Gündem

KARABAĞ’DA NELER OLUYOR

Ahmet Hulusi KIRIM

 

KARABAĞ’DA NELER OLUYOR

Karabağ denince akla 35 senelik kanlı savaşlar gelir. Sorunun kökeninde, her iki devletin de Karabağ üzerinde hak iddia etmesi yatıyor. Rusya Komünist Partisi Kafkasya bürosunun 12 Haziran 1921’de Ermenistan’a bağladığı Y.Karabağ’ı 15 gün sonra Azerbaycan’a bağlı otonom bölge olarak tanımlaması, dahası bölgenin Ermenistan ile fiziki ilişkisini kesmek için Laçin koridorunun Azerbaycan’a bırakılması tarihi husumeti doğurdu ve bugüne kadar gelindi.

Azerbaycan’ın geçen hafta Karabağ’a saldırısını, 1992 ve 2020’deki savaşların devamı olarak görmek gerekiyor. 1992’de Ermenistan karşısında ağır bir yenilgi yaşayan Azerbaycan ordusu, Türkiye ile 2010 senesinde imzalanan stratejik ortaklık antlaşmasıyla yoğun askeri teçhizat desteği ve askeri eğitim aldı.

Azerbaycan’da halen 200 civarında muharip Türk subayı görev yapıyor.  Türkiye ve İsrail’in askeri desteğini alan Azerbaycan,2020’de yapılan savaş da, daha önce kaybettiği 5 reyonu geri alsa da hak iddia ettiği Karabağ sorunu bütün yakıcılığı ile duruyordu. İlhan Aliyev son darbeyi vurmak için uygun konjonktürü bekliyordu. Beklediği an, son 1 seneki siyasi gelişmeler sonucu geldi. Ermenistan başbakanı Paşinyan’ın, Kafkasya jeopolitiğini yanlış okuması ve stratejik hataları nedeniyle Rusya’nın yeşil ışık yakması, Aliyev’i cesaretlendirdi ve Karabağ’a saldırdı.
Rusya operasyona yeşil ışık yaktı. Çünkü gerek ABD’de ki Ermeni diasporası ve gerekse Ermenistan başbakanı Paşinyan, son 1 senedir Ermenistan’ın Rusya’dan uzaklaşmasının altyapısını hazırlıyordu.

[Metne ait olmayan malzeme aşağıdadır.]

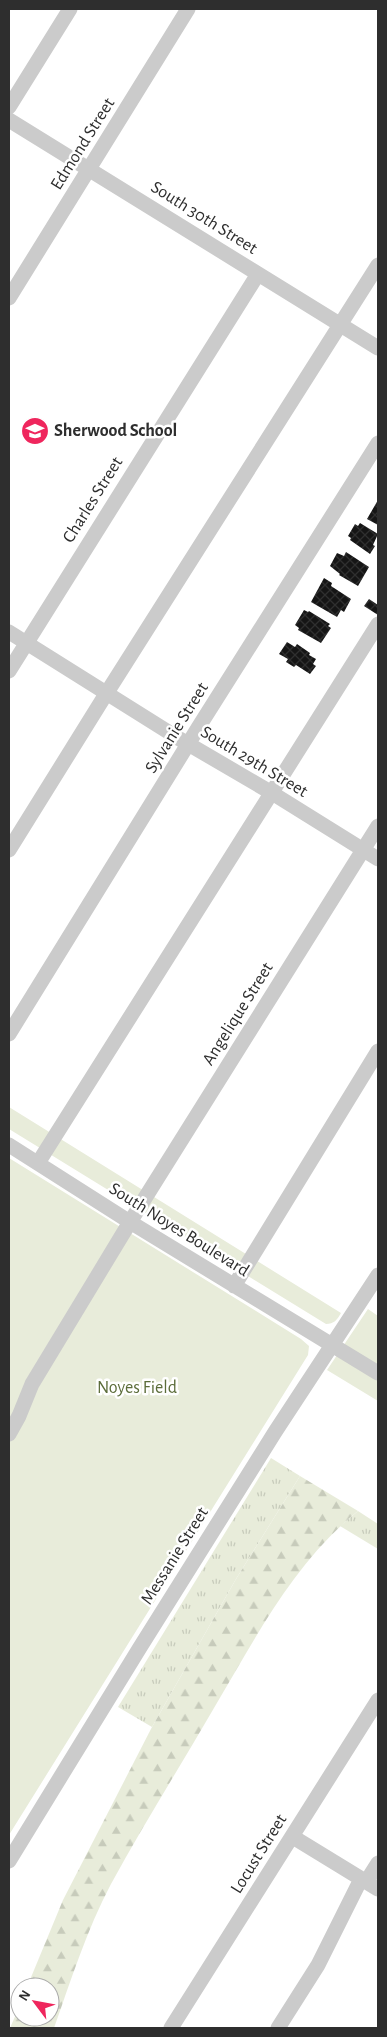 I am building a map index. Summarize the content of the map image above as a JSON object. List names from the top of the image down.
{
  "streets": {
    "street": [
      "Edmond Street",
      "South 30th Street",
      "Charles Street",
      "Sylvanie Street",
      "South 29th Street",
      "Angelique Street",
      "South Noyes Boulevard",
      "Messanie Street",
      "Locust Street"
    ]
  },
  "crossings": [
    ["Edmond Street", "South 30th Street"],
    ["South 30th Street", "Charles Street"],
    ["Charles Street", "South 29th Street"],
    ["Sylvanie Street", "South 29th Street"],
    ["South 29th Street", "Angelique Street"],
    ["Angelique Street", "South Noyes Boulevard"],
    ["South Noyes Boulevard", "Messanie Street"]
  ],
  "parks": ["Noyes Field"],
  "places": {
    "school or university": ["Sherwood School"]
  },
  "north": "top left"
}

Rus istihbaratı görüşmeleri izlemiş ve Paşinyan’ın ABD güdümüne girmekte kararlı olduğu bilgisini Putin ile paylaşmıştı. Yaklaşık 1 yıldır süren bu süreçte sona gelindiğinin en somut örnekleri, Paşinyan’ın Uluslararası Ceza Mahkemesi üyeliğinden bahsetmesi (Mahkeme Putin için savaş suçlusu olduğuna karar verdı), karısının Ukrayna ziyareti ve sembolik de olsa ABD-Ermenistan ordularının ortak tatbikat yapmasıydı. Bu adımlar Ukrayna işgaliyle başı zaten dertte olan Putin’i çok öfkelendirdi.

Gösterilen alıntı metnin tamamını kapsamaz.